Friday, February 08, 2013

Friday Books: Slavery

Books unlock doors (which is why it was illegal to teach slaves to read and write)!

This week I read Kindred by Octavia E. Butler. At first I didn't want to read it, because it is classified as "science fiction" which is not my usual cup of tea. But it sounded interesting, so I gave it a try.

What a good book! It is about a young black woman and her white husband. She finds herself suddenly being transported from the year 1976 back to the mid 1800s on a slave-owning plantation. As a black woman, she must adapt quickly to her new status and prepare for danger at every turn. She travels back and forth in time on several occasions, always back to the same plantation and then back to her home in 1976. Once her husband goes with her, causing new stresses as their perceived status inequalities put a strain on their relationship. Usually she "flies" solo. It is never her choice; she just goes. Boom. There she is.

The juxtaposition of the times was so interesting! Butler did a great job of conveying the fear and oppression and anger and very mixed emotions and experiences that happen among slaves, between slaves and slave owners, and of course, with a modern woman confronting a radically different past. I read the book in a day and a half. I could hardly put it down.
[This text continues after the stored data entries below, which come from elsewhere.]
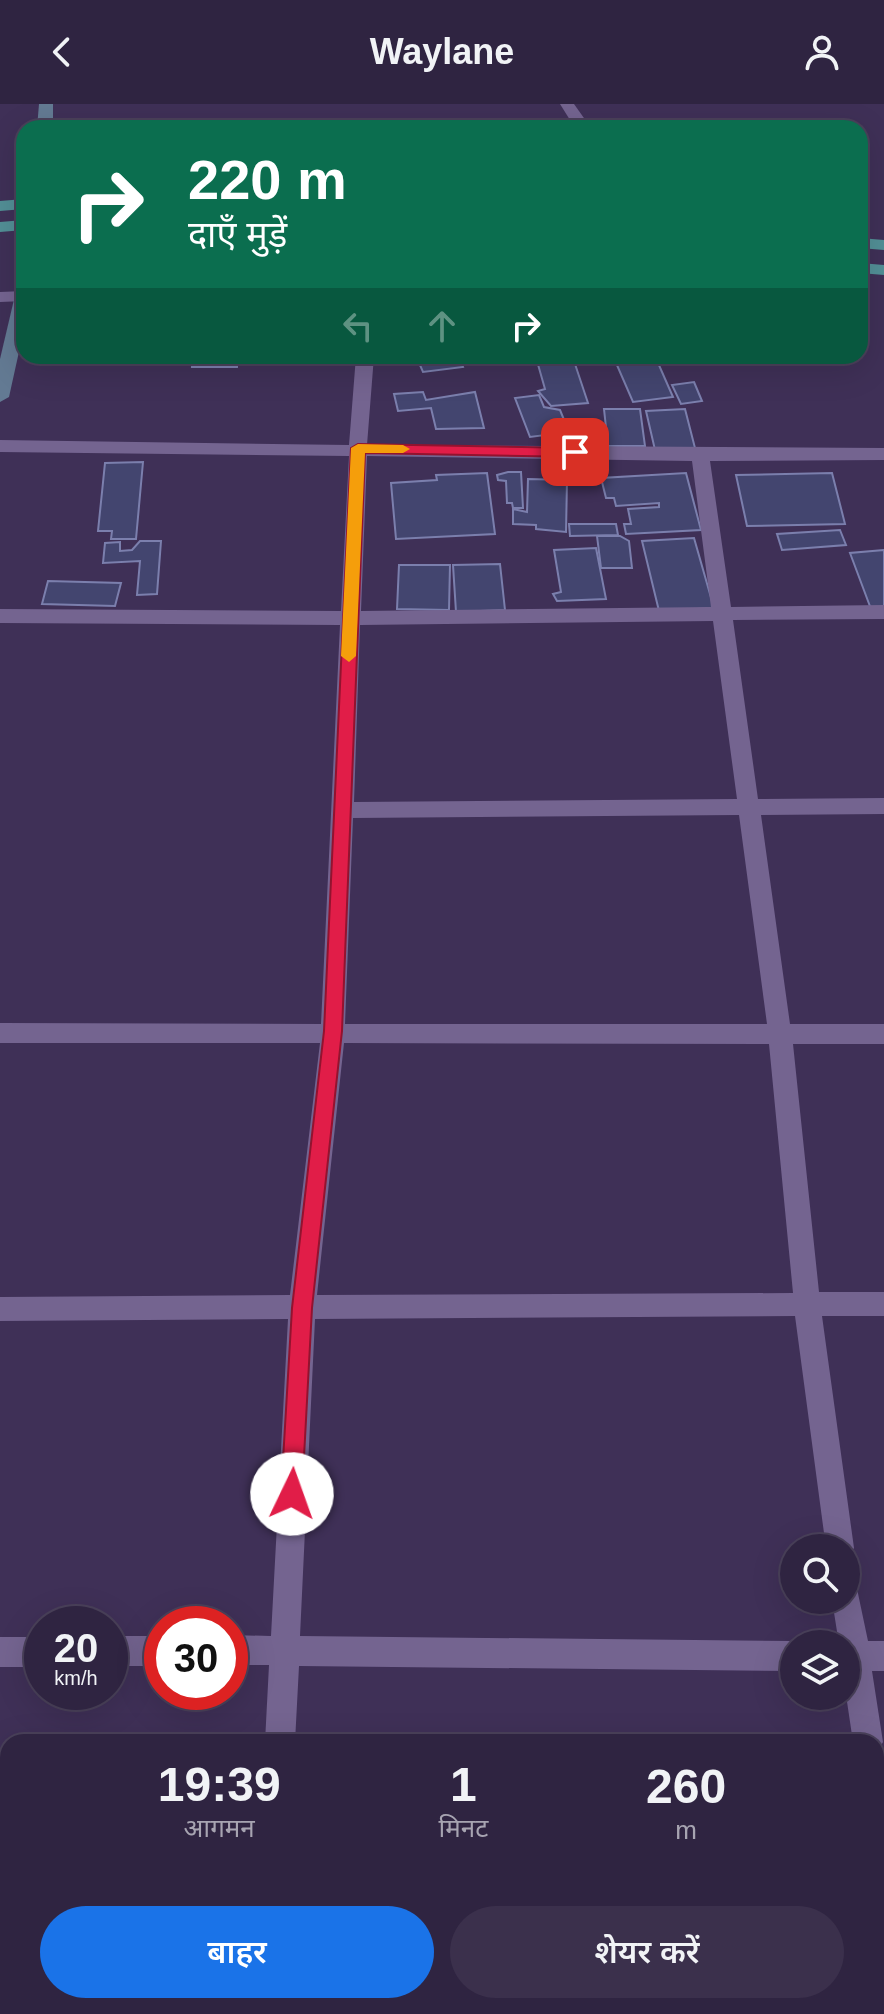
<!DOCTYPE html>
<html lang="hi">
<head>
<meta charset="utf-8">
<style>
	body { margin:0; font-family:Arial,"Noto Sans Devanagari",sans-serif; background:#3b304c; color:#f1f3f6; height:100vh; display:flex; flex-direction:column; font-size:30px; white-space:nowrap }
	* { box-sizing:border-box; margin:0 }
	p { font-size:26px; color:#a7a4b1 }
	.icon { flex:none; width:44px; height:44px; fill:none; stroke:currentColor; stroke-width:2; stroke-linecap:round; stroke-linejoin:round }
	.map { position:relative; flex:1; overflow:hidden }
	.details { position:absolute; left:0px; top:1630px; width:884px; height:280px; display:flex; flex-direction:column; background:#2f2441; border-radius:24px 24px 0 0; box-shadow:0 8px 32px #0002,0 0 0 2px #4a415a }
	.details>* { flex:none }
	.banner { position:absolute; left:16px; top:16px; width:852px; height:244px; border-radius:24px; box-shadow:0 8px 32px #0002,0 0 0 2px #4a415a; background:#0b6e4f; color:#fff; overflow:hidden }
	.tools { position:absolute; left:780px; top:1430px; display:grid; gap:16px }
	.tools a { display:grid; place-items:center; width:80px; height:80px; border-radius:50%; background:#2f2441; box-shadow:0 8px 32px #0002,0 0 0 2px #4a415a; font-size:40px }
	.speed { position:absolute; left:24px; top:1502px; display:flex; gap:16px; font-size:40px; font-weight:700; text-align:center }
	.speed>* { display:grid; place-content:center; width:104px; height:104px; border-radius:50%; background:#2f2441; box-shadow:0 8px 32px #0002,0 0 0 2px #4a415a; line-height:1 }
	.speed small { font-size:20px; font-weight:400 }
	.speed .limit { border:12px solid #d22; background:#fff; color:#111 }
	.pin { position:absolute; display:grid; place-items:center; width:68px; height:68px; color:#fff; margin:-34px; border-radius:16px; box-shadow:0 4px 12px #0006 }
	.me { position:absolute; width:88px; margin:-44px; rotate:3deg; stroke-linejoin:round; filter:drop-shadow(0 0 6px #0008) }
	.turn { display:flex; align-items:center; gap:28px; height:168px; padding:0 40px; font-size:36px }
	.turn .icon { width:104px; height:104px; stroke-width:2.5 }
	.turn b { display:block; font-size:56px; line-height:68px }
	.lanes { display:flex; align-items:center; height:76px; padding:0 40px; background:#0003; justify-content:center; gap:40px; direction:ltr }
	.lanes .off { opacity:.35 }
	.eta { display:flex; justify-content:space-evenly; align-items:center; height:136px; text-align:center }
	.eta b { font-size:48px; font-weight:600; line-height:56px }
	.primary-button { display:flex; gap:16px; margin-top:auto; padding:16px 40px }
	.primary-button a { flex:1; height:92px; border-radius:48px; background:#1a73e8; color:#fff; font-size:32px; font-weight:600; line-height:92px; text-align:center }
	.primary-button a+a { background:#3b304c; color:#f1f3f6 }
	header { display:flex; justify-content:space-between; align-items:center; height:104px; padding:0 40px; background:#2f2441; font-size:36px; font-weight:600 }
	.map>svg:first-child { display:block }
	.building { fill:#43456f; stroke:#7b7fad; stroke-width:2 }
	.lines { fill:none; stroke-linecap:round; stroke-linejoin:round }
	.street { fill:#746490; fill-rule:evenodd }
	.secondary { fill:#637a93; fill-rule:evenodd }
	.primary { fill:#528f96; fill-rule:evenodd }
	.route { fill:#e11d48; stroke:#92132f; stroke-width:2 }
	.slow { fill:#f59e0b }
</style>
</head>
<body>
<header><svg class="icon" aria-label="back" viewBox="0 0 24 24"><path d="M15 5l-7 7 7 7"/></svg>Waylane<svg class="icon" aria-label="person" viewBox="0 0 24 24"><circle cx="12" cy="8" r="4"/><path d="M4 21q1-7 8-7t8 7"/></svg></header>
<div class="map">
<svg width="884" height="1910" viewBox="0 0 884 1910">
	<rect width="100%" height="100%" fill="#3f3057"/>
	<g class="building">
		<path d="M193 252H238L237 263H192Z"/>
		<path d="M416 252H459L463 263 423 268Z"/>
		<path d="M613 252H655L673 293 633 298Z"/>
		<path d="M573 254 588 299 551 302 538 287 545 285 537 257Z"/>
		<path d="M694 278 702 297 681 300 672 281Z"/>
		<path d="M423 288 426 296 475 288 484 324 436 325 431 304 398 307 394 290Z"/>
		<path d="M539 291 544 303 560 306 569 328 530 333 515 294Z"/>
		<path d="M604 305H640L645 342H608Z"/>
		<path d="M685 305 695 344 655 346 646 307Z"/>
		<path d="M143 358 136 435H111L112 427H98L105 359Z"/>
		<path d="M508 368H521L523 404H513L512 399H507L506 377 498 376 497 371Z"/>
		<path d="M487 369 495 430 396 435 391 379 437 376 436 371Z"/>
		<path d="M686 369 701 426 626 430 624 420H631L628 405 659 403V399L616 402 614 394H606L601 374Z"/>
		<path d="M832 369 845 420 747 422 736 371Z"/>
		<path d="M528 375 567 376 566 428 536 425V421L513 420V405L527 408Z"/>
		<path d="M569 420H616L618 431 570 432Z"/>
		<path d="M840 426 846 441 782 446 777 430Z"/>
		<path d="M597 432H620L629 437 632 464H601Z"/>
		<path d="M694 434 714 504 659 507 642 437Z"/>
		<path d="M140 437H161L157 490 137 491 140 457 103 459 105 439 120 438V447L132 446Z"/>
		<path d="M596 444 606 495 557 497 553 490 561 488 554 446Z"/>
		<path d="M884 446V504L871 505 850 449Z"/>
		<path d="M500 460 505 506 456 508 453 461Z"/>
		<path d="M399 461H450L449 506 397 505Z"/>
		<path d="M48 477 121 479 115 502 42 500Z"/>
	</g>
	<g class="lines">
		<g class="street">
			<path d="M560 0H574L591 24H575Z"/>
			<path d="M24 187V197L0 198V188Z"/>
			<path d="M356 252H374L367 341 884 344V356L710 357 731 503 884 501V515L733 516 758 695 884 694V710L761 711 790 920H884V940H793L819 1188H884V1212H822L854 1444 846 1456V1444H826L795 1212 315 1215 300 1532 794 1537 801 1540H794V1567L299 1562 295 1638H265L269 1561H230V1531L271 1532 288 1215 0 1217V1193L290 1191 320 939H0V919L321 920 340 521 0 519V505L341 507 349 352 0 348V336L349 341ZM367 352 692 357 711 503 361 507ZM713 517 737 695 354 698 360 521ZM739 711 767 920H345L353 714ZM344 939 769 940 793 1189 317 1191Z"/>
			<path d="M846 1475 856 1480 868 1537H884V1567H872L883 1638 876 1650V1638H853L846 1591V1540H839L832 1496H846Z"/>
			<rect x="110" y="1532" width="52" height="30"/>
			<rect x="0" y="1533" width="42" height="30"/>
			<path d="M876 1671 884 1674V1752L876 1748Z"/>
			<rect x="253" y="1902" width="34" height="8"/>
		</g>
		<g class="secondary">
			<path d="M39 0H53V24H37Z"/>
			<path d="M24 182V225L9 293 0 298V255L16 187Z"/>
		</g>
		<g class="primary">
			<path d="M24 95V105L0 107V97Z"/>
			<path d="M24 116V126L0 128V118Z"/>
			<path d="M860 134 884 136V146L860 144Z"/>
			<path d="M860 159 884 161V171L860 169Z"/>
		</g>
	</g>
	<path class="route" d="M358 340 575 344 582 348 575 353 365 349 342 927 312 1204 302 1390 299 1398 292 1401 284 1398 281 1390 292 1204 324 927 351 344Z"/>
	<path class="slow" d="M358 340 403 341 410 345 403 349H365L356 552 349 558 341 552 351 344Z"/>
</svg>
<div class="tools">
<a><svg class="icon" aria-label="search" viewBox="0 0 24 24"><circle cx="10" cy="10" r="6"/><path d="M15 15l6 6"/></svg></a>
<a><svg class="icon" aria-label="layers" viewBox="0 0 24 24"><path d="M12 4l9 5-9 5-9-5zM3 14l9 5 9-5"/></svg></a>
</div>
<div class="speed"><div>20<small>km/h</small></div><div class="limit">30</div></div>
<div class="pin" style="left:575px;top:348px;background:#d93025"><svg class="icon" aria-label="arrive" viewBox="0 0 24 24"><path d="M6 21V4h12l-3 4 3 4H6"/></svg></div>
<svg class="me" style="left:292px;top:1390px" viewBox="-20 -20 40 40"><circle r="19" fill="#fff"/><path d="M0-13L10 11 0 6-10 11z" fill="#e11d48"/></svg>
<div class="banner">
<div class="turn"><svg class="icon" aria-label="right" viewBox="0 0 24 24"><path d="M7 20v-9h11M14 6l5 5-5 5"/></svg><div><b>220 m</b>दाएँ मुड़ें</div></div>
<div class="lanes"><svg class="icon off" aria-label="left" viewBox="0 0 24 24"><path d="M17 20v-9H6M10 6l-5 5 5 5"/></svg><svg class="icon off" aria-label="ahead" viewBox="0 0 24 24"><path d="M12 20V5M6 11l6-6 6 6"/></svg><svg class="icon" aria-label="right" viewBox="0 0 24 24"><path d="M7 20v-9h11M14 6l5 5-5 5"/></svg></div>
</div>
<section class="details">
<div class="eta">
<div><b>19:39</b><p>आगमन</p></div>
<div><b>1</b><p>मिनट</p></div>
<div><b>260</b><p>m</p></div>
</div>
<div class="primary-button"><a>बाहर</a><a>शेयर करें</a></div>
</section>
</div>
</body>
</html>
I so appreciate a well-told story that helps me further understand the nuances of our history. This one gets 5 stars.


Sextant said...

Sounds like a good book. My take on time travel books is that the less explanation on the mechanics of the travel the better. The idea is the conflict of a modern person being forced to experience old societal standard, not the actual method of travel.

Carol E. said...

Right.. this one did not attempt to describe how the travel happened. If you think about it too much, it ruins the fantasy of making it really happen. It's fun to day dream about time travel, but, of course, is impossible to do.

maureen said...

I just placed a request for it at the library. One person ahead of me, but that will give me time to finish Mrs Lincoln's Dressmaker by Jennifer Chiaverini first. Thanks for the review!

Geri said...

I just finished Barbara Kingsolver's Flight Behavior and I do agree with you, I loved the book. When I turned the last page I didn't want it to end there, and then decided that that was the best place for it to end.